▸ **TRY IT**
Reproduce, character for character, the entries from their opening line through the line with "position:absolute; left:20px; top:20px;".

Dataset records
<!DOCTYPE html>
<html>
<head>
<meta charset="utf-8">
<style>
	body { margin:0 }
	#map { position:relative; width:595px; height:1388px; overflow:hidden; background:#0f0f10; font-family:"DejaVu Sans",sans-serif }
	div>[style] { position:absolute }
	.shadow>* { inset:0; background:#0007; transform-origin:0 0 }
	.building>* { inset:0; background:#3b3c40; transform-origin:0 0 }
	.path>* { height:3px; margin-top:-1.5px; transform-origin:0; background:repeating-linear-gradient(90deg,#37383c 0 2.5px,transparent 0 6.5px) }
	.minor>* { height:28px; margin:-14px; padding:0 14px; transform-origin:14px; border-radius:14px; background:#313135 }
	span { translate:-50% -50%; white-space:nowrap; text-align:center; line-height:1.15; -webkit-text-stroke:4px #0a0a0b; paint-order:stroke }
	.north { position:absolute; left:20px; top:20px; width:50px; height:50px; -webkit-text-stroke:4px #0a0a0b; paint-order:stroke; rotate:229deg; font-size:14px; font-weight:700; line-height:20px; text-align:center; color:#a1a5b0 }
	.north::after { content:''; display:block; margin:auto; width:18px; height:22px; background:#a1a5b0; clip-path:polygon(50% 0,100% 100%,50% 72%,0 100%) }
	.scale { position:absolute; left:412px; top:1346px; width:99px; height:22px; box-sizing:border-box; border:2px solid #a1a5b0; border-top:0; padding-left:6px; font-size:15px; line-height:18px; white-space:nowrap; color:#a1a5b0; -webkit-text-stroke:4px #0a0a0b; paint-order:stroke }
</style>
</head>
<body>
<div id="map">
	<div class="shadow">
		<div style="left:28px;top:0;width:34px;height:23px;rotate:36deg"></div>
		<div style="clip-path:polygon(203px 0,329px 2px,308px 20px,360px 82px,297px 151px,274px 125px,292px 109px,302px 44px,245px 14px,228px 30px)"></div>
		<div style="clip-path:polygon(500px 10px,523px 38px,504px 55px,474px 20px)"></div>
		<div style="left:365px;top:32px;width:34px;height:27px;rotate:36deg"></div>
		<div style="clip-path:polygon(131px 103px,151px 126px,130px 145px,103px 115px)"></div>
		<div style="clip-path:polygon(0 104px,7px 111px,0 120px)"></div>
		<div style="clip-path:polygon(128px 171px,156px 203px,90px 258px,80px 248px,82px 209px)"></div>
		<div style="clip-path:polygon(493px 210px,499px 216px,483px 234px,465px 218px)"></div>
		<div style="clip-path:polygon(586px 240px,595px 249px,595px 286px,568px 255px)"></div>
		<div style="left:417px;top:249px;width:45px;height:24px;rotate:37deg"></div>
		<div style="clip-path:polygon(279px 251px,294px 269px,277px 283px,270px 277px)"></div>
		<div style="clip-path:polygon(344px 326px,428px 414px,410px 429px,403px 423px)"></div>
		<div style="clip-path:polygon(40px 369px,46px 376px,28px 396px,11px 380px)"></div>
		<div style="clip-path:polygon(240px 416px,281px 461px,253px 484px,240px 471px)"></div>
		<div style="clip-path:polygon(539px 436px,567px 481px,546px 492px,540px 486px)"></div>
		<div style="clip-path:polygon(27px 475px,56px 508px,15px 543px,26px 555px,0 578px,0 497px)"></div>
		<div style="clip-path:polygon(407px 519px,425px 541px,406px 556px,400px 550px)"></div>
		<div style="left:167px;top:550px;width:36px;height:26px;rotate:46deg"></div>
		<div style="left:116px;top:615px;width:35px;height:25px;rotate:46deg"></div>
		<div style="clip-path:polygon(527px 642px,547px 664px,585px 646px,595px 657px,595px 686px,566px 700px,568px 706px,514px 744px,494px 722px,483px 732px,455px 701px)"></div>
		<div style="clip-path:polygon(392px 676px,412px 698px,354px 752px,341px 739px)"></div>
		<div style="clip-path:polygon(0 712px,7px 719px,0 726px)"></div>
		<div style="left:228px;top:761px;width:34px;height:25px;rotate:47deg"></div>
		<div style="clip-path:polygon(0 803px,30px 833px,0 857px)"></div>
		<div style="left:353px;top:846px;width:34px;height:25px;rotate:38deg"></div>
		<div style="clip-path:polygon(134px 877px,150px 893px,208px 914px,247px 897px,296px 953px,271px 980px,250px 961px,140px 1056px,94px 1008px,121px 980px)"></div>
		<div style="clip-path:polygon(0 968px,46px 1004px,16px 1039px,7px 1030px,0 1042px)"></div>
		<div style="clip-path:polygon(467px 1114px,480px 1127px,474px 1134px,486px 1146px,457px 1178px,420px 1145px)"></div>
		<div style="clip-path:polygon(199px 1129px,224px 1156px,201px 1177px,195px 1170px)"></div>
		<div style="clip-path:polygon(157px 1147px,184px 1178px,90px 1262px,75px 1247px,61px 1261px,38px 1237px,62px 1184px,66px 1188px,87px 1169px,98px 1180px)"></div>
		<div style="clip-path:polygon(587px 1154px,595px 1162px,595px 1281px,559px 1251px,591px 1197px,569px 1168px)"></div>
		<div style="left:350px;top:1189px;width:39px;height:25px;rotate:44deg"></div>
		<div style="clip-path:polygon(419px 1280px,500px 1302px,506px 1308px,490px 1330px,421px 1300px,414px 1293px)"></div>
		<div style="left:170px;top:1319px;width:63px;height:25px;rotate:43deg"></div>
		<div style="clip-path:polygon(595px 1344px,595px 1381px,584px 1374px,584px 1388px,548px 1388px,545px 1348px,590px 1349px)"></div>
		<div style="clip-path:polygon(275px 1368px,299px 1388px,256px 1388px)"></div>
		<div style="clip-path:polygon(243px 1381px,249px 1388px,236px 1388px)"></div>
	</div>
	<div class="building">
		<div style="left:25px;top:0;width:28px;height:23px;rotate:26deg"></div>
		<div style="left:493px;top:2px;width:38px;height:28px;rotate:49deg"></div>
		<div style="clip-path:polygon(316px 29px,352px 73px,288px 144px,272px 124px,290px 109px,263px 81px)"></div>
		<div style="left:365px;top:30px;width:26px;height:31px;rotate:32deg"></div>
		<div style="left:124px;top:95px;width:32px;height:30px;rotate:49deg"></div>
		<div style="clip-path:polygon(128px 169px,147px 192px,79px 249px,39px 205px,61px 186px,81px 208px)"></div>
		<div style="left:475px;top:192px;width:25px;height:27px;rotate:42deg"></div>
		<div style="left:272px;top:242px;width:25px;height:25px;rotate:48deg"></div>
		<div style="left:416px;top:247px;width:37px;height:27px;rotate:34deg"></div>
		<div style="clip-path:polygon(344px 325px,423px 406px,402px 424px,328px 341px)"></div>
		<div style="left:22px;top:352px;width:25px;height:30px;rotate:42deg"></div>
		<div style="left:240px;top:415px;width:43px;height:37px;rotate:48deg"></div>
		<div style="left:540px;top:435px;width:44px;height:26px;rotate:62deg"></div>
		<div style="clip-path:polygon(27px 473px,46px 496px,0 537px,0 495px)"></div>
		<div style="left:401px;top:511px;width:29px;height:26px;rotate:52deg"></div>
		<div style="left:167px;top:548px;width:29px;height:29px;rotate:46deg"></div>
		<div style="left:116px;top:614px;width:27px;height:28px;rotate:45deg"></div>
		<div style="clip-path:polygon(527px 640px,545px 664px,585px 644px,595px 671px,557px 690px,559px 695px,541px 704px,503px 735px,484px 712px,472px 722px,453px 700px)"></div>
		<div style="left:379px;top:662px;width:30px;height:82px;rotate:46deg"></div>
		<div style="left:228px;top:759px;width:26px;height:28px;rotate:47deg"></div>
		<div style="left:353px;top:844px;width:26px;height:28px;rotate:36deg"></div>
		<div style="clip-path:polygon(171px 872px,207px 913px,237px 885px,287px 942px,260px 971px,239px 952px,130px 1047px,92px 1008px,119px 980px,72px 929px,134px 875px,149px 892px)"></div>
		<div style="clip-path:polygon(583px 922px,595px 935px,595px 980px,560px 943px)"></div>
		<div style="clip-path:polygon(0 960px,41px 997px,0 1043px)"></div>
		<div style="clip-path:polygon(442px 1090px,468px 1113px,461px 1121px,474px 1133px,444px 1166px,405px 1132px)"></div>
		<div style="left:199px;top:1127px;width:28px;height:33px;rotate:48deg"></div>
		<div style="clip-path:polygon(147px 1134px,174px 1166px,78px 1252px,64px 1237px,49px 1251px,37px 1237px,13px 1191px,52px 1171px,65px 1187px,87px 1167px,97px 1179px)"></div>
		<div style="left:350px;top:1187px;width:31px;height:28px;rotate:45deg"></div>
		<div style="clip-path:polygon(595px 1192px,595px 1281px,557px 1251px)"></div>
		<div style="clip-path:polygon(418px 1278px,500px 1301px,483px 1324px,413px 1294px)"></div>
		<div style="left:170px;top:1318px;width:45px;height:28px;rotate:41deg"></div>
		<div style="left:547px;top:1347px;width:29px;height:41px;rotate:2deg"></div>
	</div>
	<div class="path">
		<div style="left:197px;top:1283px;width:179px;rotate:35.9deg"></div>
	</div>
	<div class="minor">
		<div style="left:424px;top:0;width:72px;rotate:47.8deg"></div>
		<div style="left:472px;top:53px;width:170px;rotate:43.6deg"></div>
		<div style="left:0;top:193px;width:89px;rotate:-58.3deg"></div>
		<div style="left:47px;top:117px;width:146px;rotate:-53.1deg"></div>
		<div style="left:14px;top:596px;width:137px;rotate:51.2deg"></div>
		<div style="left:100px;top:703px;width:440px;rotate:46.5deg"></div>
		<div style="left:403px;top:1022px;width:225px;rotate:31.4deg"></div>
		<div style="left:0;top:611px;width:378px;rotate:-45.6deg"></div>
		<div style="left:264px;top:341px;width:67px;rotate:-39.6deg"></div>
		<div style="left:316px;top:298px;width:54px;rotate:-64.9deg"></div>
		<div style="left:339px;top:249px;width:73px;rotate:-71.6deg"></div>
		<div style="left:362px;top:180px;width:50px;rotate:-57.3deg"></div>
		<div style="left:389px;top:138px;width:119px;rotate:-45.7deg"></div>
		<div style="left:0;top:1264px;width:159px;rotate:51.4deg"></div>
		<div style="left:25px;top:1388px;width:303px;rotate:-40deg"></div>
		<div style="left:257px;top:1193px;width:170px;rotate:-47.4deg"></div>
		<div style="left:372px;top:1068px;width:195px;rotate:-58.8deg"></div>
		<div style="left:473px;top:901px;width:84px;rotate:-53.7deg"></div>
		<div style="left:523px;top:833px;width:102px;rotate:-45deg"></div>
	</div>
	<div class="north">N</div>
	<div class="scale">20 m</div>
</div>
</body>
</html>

▸ **SOLUTION TO THIS TASK**
<!DOCTYPE html>
<html>
<head>
<meta charset="utf-8">
<style>
	body { margin:0 }
	#map { position:relative; width:595px; height:1388px; overflow:hidden; background:#0f0f10; font-family:"DejaVu Sans",sans-serif }
	div>[style] { position:absolute }
	.shadow>* { inset:0; background:#0007; transform-origin:0 0 }
	.building>* { inset:0; background:#3b3c40; transform-origin:0 0 }
	.path>* { height:3px; margin-top:-1.5px; transform-origin:0; background:repeating-linear-gradient(90deg,#37383c 0 2.5px,transparent 0 6.5px) }
	.minor>* { height:28px; margin:-14px; padding:0 14px; transform-origin:14px; border-radius:14px; background:#313135 }
	span { translate:-50% -50%; white-space:nowrap; text-align:center; line-height:1.15; -webkit-text-stroke:4px #0a0a0b; paint-order:stroke }
	.north { position:absolute; left:20px; top:20px; width:50px; height:50px; -webkit-text-stroke:4px #0a0a0b; paint-order:stroke; rotate:229deg; font-size:14px; font-weight:700; line-height:20px; text-align:center; color:#a1a5b0 }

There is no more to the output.